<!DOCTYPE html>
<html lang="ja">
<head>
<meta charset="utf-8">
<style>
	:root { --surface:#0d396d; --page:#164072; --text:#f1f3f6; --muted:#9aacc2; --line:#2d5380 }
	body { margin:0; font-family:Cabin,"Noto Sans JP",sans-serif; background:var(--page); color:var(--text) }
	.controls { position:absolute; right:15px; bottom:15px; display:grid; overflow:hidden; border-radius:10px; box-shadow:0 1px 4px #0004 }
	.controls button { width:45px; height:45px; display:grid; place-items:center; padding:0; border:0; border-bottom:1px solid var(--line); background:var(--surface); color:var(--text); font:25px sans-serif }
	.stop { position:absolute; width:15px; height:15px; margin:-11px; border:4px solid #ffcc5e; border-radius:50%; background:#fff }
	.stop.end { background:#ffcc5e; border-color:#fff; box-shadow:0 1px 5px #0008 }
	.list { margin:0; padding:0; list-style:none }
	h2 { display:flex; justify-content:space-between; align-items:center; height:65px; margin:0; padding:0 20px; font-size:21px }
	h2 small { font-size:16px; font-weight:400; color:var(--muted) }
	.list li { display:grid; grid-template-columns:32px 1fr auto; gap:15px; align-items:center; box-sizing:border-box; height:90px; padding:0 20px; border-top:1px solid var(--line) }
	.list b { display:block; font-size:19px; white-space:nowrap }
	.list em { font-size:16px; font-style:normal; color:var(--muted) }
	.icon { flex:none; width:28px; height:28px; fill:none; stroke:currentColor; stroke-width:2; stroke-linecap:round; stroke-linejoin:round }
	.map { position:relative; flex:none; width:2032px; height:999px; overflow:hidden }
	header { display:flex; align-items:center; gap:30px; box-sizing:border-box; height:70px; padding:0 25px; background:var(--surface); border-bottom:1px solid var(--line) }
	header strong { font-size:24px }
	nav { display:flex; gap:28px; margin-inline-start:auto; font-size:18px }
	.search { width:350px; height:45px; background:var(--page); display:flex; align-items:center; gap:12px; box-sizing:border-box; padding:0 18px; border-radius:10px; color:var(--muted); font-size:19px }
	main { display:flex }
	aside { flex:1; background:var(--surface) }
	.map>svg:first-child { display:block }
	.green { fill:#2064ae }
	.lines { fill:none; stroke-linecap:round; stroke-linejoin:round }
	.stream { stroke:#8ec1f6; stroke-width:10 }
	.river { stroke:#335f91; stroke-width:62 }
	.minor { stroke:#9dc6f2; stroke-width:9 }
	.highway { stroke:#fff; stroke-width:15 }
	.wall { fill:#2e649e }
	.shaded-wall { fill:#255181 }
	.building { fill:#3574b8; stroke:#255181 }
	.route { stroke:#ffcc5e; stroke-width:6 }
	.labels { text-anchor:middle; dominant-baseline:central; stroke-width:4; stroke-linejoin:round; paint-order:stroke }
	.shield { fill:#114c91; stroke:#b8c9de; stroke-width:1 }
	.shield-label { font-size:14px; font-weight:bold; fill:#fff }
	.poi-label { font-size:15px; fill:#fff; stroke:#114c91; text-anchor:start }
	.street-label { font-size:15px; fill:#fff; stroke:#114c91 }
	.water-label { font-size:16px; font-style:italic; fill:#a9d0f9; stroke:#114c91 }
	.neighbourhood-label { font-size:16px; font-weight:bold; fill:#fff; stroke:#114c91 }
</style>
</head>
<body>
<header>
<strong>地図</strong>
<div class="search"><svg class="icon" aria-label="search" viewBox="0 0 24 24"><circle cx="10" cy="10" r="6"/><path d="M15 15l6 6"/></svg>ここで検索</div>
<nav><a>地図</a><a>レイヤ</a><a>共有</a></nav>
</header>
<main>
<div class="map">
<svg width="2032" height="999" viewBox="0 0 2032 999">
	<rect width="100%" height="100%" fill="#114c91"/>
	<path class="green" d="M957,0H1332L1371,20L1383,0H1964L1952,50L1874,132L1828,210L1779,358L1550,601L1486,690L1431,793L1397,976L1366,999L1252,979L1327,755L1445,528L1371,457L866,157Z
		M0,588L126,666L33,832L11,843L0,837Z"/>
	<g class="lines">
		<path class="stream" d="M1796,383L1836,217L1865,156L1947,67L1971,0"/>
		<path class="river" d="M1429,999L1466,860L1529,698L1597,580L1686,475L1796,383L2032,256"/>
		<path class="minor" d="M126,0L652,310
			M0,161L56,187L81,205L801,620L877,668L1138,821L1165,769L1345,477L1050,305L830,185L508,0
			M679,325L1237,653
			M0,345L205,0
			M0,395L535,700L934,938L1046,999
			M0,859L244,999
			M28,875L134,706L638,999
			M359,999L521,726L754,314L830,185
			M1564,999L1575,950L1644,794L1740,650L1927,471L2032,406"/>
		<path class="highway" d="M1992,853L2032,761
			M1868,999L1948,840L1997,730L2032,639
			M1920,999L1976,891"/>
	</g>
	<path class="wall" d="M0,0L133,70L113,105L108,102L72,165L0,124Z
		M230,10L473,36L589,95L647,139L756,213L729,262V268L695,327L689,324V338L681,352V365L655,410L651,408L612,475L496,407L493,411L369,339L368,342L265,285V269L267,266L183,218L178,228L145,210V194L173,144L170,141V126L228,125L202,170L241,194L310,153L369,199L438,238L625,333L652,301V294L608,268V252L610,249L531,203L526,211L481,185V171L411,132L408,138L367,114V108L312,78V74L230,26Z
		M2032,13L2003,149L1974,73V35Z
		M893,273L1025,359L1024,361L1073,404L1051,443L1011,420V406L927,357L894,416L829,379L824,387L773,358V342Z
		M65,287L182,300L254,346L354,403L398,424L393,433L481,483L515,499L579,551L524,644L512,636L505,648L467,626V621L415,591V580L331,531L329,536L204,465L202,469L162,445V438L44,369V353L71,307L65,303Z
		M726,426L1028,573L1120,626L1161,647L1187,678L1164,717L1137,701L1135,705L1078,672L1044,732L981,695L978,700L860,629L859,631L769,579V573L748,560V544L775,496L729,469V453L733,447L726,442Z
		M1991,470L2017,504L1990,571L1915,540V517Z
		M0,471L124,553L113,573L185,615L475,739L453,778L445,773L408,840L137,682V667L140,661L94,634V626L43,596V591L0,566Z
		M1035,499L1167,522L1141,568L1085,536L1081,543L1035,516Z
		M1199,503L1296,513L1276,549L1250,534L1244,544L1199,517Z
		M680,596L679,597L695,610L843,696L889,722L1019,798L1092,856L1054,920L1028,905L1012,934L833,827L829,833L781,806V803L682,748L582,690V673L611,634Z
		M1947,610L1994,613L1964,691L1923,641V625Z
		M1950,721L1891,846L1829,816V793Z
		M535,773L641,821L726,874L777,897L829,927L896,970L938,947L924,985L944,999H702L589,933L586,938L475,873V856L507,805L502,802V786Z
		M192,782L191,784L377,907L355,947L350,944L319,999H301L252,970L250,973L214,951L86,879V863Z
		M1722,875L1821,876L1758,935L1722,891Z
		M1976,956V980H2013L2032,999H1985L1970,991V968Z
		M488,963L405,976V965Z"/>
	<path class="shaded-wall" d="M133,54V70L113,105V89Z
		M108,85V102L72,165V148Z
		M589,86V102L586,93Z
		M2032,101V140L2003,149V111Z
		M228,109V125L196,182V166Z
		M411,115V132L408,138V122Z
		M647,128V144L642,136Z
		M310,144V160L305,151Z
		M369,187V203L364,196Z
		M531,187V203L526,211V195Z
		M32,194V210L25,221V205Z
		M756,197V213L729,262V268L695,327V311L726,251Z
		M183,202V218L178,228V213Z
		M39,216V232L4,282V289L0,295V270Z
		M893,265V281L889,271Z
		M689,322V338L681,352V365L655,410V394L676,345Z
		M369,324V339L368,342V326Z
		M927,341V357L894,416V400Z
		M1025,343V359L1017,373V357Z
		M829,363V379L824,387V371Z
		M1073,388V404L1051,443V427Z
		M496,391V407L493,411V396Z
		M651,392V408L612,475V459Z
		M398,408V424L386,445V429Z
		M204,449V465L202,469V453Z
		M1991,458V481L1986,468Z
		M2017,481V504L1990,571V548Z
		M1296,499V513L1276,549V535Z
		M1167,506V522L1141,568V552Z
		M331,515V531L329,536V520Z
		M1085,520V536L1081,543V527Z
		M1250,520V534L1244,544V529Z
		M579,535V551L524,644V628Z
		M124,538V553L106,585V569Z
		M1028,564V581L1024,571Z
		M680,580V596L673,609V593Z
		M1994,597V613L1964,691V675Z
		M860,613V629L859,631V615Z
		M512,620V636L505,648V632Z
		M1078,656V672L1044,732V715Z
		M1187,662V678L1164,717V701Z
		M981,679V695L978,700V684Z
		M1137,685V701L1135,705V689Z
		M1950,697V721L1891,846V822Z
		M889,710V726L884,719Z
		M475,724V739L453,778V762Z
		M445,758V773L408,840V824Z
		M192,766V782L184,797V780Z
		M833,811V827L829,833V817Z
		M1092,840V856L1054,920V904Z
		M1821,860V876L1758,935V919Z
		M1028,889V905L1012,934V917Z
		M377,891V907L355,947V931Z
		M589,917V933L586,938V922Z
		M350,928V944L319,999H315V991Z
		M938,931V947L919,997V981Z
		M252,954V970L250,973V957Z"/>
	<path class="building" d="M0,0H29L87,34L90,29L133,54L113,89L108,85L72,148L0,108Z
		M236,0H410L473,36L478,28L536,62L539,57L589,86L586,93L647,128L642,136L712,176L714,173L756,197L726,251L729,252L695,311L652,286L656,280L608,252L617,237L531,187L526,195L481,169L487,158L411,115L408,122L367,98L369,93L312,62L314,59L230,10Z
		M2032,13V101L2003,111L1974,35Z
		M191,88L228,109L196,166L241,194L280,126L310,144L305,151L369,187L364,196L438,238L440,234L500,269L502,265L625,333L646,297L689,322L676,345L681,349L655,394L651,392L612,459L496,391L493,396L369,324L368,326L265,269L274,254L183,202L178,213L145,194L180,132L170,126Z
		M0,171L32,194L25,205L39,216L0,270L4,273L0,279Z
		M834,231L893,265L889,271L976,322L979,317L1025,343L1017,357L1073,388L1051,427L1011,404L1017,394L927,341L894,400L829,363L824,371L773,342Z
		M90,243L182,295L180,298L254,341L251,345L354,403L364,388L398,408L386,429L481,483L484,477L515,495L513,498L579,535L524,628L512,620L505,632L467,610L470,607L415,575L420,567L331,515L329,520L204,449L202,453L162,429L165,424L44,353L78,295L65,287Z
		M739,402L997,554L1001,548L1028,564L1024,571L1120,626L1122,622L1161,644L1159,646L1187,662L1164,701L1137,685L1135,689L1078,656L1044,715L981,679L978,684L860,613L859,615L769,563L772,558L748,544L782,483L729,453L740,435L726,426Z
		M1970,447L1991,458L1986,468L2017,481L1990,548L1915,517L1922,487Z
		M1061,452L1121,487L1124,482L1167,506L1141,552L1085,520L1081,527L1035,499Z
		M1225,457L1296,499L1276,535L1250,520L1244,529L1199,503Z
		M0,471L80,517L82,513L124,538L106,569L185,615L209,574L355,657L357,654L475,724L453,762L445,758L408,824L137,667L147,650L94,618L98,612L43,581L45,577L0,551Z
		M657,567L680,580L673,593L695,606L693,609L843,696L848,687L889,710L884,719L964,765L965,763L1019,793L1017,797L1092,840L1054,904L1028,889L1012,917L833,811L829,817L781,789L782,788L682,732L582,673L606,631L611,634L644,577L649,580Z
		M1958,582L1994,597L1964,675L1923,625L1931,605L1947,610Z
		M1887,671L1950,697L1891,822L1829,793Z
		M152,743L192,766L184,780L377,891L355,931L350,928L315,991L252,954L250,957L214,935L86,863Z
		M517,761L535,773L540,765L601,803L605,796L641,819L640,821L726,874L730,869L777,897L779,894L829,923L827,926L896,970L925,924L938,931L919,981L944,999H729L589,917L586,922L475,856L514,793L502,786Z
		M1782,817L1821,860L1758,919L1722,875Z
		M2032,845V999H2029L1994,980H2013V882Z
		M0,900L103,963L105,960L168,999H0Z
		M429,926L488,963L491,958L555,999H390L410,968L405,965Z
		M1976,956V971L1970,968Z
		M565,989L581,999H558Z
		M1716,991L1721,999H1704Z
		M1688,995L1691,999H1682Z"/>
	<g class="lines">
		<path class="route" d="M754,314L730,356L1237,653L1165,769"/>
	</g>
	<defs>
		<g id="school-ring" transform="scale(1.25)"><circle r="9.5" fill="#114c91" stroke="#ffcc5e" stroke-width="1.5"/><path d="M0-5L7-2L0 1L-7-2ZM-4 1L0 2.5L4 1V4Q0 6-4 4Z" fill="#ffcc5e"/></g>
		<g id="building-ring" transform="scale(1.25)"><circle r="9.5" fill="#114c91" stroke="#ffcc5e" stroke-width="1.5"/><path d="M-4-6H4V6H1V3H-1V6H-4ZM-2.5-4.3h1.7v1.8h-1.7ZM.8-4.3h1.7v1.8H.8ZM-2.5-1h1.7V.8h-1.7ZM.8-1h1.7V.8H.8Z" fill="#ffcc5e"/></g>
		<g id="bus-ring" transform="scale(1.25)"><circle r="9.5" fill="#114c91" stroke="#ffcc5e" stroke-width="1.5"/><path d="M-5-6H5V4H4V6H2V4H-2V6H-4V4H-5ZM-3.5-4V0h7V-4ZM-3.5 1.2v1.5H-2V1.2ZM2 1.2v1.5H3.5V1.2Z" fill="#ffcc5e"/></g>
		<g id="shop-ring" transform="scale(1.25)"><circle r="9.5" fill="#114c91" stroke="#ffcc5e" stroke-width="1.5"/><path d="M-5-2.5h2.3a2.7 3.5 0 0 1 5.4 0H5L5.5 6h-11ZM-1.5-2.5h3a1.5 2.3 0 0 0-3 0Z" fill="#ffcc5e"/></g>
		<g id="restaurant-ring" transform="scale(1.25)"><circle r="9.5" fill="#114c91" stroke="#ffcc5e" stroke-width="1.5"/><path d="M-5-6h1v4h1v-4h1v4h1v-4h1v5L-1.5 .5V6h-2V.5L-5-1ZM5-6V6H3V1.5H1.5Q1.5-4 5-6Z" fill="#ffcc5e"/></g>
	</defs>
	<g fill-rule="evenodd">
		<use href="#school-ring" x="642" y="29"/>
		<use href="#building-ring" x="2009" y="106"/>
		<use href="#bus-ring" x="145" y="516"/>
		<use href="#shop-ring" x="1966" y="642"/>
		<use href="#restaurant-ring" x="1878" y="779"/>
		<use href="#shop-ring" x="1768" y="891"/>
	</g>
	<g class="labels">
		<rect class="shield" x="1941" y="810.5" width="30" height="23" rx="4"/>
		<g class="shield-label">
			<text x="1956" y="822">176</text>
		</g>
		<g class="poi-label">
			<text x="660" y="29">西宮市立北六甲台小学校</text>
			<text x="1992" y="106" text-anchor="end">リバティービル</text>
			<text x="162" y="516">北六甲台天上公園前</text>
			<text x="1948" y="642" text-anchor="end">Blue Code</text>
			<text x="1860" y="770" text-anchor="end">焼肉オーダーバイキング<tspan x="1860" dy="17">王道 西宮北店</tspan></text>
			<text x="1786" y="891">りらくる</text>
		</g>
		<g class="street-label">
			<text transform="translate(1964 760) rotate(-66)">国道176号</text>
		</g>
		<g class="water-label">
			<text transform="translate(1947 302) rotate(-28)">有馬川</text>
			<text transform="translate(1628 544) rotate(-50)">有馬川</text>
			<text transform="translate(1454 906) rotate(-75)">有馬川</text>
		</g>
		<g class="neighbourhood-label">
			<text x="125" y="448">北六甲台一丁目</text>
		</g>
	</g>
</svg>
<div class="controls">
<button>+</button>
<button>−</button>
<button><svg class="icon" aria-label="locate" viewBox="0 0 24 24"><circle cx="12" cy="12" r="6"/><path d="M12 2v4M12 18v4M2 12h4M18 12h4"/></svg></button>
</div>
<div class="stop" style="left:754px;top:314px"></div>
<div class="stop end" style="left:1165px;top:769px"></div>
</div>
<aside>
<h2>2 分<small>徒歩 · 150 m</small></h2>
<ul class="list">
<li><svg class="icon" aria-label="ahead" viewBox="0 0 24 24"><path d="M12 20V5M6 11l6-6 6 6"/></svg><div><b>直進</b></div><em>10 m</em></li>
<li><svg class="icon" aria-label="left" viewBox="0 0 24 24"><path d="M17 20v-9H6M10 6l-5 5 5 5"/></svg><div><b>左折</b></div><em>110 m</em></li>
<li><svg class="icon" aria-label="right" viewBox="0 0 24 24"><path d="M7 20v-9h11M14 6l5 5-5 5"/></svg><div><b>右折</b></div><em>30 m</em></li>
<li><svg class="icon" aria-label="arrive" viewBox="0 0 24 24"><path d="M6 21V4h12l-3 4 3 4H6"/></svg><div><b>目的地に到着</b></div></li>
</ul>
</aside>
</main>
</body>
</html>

----

*What this task involves*.
Among the entries above, copy exactly only the lines starting with the one containing "display:flex; gap:28px; margin-inline-start:auto;" and going through the one containing "fill:#114c91; stroke:#b8c9de; stroke-width:1", both ends included.

*Answer*.
	nav { display:flex; gap:28px; margin-inline-start:auto; font-size:18px }
	.search { width:350px; height:45px; background:var(--page); display:flex; align-items:center; gap:12px; box-sizing:border-box; padding:0 18px; border-radius:10px; color:var(--muted); font-size:19px }
	main { display:flex }
	aside { flex:1; background:var(--surface) }
	.map>svg:first-child { display:block }
	.green { fill:#2064ae }
	.lines { fill:none; stroke-linecap:round; stroke-linejoin:round }
	.stream { stroke:#8ec1f6; stroke-width:10 }
	.river { stroke:#335f91; stroke-width:62 }
	.minor { stroke:#9dc6f2; stroke-width:9 }
	.highway { stroke:#fff; stroke-width:15 }
	.wall { fill:#2e649e }
	.shaded-wall { fill:#255181 }
	.building { fill:#3574b8; stroke:#255181 }
	.route { stroke:#ffcc5e; stroke-width:6 }
	.labels { text-anchor:middle; dominant-baseline:central; stroke-width:4; stroke-linejoin:round; paint-order:stroke }
	.shield { fill:#114c91; stroke:#b8c9de; stroke-width:1 }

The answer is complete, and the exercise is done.